[Dataset entries]
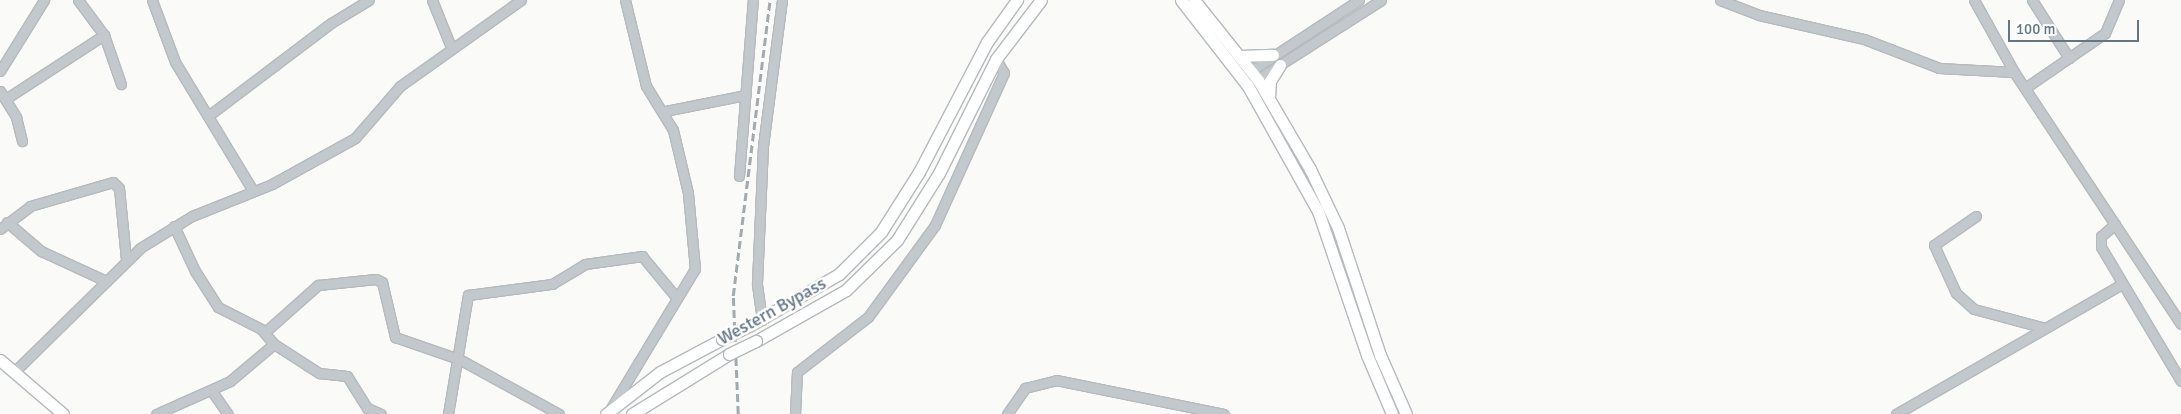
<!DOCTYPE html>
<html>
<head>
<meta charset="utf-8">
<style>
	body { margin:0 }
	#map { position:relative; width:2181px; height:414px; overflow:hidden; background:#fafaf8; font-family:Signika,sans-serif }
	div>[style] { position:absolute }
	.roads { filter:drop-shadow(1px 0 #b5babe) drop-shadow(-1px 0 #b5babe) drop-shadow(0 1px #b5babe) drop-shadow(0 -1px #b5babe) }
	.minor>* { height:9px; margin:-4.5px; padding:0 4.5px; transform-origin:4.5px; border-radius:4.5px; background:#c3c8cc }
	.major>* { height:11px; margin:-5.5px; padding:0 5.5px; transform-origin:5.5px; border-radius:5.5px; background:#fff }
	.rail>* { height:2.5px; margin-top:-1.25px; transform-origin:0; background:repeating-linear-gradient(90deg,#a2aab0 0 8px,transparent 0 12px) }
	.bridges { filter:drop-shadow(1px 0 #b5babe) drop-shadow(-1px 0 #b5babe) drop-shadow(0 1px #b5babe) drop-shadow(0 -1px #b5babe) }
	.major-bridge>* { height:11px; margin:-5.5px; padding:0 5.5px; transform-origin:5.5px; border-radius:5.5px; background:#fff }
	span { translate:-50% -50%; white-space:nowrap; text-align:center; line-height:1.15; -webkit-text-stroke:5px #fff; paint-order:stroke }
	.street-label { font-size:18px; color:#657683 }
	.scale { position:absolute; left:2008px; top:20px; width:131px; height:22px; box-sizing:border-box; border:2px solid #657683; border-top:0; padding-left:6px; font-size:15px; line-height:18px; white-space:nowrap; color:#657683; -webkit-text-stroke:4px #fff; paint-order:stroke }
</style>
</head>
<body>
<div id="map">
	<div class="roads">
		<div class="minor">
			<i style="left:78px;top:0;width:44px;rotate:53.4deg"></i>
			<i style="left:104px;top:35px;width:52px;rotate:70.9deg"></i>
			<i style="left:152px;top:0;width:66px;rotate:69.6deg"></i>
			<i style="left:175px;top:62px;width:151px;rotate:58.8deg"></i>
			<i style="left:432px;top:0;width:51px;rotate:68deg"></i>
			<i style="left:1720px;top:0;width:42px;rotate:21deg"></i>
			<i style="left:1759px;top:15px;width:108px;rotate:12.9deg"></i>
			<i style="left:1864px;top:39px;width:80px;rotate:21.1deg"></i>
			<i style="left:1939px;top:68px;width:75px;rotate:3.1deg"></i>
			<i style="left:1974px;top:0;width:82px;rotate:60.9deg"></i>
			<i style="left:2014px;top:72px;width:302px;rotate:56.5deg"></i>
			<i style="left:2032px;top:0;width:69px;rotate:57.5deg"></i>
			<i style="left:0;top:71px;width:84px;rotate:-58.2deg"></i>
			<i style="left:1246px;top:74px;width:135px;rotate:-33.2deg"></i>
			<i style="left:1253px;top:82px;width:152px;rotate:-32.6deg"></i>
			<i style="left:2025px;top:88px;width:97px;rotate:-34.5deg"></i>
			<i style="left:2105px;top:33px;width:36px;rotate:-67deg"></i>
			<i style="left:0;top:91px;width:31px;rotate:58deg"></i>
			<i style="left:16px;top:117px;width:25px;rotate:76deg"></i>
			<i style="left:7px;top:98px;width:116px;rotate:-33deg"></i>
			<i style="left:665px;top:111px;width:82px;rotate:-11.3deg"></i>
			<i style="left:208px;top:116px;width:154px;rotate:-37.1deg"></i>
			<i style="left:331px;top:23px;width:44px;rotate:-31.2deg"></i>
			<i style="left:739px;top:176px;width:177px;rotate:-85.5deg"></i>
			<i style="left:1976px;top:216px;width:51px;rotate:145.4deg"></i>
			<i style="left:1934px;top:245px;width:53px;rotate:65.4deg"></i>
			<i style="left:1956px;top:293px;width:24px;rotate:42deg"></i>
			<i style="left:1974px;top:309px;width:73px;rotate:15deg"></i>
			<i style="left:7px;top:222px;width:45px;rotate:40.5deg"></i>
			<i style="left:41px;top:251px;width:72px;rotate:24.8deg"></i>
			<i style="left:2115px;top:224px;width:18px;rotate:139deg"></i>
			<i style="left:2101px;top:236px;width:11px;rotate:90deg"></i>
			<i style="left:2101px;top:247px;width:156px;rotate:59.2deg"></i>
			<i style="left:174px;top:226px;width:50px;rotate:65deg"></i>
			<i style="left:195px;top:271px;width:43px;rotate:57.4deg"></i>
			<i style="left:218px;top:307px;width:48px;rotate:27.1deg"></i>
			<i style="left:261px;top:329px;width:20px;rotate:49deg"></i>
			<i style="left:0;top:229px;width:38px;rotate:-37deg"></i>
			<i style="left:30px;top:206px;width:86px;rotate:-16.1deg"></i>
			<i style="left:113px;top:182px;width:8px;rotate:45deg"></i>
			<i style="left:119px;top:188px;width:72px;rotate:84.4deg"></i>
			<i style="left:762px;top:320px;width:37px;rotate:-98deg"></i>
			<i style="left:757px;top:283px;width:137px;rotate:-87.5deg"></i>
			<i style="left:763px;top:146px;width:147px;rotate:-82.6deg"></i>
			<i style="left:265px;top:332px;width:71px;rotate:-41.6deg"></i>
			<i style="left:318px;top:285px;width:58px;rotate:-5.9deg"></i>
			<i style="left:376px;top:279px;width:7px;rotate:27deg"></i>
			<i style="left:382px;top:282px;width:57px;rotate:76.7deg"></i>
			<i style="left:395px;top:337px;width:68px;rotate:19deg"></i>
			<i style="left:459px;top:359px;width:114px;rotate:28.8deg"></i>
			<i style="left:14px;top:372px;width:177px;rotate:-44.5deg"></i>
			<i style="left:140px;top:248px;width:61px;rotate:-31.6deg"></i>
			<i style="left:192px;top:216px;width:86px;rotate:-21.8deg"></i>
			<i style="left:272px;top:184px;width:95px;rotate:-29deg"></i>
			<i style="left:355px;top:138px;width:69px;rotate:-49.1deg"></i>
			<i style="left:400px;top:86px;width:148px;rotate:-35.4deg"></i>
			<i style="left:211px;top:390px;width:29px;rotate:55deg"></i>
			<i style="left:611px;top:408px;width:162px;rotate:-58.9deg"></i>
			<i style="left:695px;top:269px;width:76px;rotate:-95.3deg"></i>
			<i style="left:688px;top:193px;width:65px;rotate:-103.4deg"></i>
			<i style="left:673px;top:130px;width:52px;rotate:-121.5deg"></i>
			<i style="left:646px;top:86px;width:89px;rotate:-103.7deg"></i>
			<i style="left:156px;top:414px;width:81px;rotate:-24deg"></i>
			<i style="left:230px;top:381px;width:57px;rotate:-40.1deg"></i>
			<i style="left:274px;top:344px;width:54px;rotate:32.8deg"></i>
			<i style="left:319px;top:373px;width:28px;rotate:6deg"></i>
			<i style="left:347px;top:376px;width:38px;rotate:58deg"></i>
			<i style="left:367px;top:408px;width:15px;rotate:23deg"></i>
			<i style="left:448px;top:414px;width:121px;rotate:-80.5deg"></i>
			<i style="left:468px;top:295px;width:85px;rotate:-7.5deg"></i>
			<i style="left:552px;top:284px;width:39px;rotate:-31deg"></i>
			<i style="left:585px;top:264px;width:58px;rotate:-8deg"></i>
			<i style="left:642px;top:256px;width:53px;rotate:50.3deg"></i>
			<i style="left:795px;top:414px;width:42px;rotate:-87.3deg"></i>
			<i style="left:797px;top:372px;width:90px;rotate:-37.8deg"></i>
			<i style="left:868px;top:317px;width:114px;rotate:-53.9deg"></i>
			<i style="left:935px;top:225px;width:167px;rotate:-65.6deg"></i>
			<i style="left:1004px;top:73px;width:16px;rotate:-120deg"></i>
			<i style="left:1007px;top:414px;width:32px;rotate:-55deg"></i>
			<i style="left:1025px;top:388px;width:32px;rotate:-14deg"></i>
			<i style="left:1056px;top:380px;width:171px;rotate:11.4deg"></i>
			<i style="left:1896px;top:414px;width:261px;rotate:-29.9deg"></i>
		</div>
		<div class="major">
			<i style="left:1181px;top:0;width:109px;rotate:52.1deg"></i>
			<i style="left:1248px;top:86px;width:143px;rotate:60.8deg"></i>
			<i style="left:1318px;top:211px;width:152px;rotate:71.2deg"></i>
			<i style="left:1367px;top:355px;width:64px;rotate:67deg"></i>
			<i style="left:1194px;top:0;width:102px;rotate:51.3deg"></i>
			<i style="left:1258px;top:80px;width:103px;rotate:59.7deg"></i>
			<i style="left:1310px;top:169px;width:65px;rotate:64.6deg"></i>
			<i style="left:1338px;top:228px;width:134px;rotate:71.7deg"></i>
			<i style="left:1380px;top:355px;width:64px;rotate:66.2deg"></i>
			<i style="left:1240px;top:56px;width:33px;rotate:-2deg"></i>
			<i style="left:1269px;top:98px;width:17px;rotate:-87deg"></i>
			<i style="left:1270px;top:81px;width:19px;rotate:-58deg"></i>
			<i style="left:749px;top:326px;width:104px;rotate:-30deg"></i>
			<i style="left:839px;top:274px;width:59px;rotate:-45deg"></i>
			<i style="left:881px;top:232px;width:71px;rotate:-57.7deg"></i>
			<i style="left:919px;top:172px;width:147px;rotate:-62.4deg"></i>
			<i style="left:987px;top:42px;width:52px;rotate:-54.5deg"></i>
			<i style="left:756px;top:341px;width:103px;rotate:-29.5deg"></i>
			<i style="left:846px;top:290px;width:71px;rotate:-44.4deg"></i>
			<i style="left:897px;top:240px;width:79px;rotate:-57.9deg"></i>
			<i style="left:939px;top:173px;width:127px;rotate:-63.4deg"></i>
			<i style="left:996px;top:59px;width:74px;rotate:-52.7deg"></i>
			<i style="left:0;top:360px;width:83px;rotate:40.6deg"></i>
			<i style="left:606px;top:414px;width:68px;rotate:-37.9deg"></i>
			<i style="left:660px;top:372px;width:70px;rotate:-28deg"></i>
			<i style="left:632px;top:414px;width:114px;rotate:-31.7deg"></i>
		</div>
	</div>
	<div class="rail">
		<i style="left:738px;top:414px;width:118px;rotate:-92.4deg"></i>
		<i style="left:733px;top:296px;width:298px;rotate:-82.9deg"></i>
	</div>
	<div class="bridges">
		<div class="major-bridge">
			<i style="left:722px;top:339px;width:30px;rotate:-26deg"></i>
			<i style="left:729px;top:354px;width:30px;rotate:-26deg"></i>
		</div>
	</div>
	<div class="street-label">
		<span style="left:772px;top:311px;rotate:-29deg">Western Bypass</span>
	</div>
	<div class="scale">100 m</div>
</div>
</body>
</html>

WHAT THE EXERCISE ASKS:
Bring together all lines in the records where the word "margin" is found.

EXERCISE SOLUTION:
	body { margin:0 }
	.minor>* { height:9px; margin:-4.5px; padding:0 4.5px; transform-origin:4.5px; border-radius:4.5px; background:#c3c8cc }
	.major>* { height:11px; margin:-5.5px; padding:0 5.5px; transform-origin:5.5px; border-radius:5.5px; background:#fff }
	.rail>* { height:2.5px; margin-top:-1.25px; transform-origin:0; background:repeating-linear-gradient(90deg,#a2aab0 0 8px,transparent 0 12px) }
	.major-bridge>* { height:11px; margin:-5.5px; padding:0 5.5px; transform-origin:5.5px; border-radius:5.5px; background:#fff }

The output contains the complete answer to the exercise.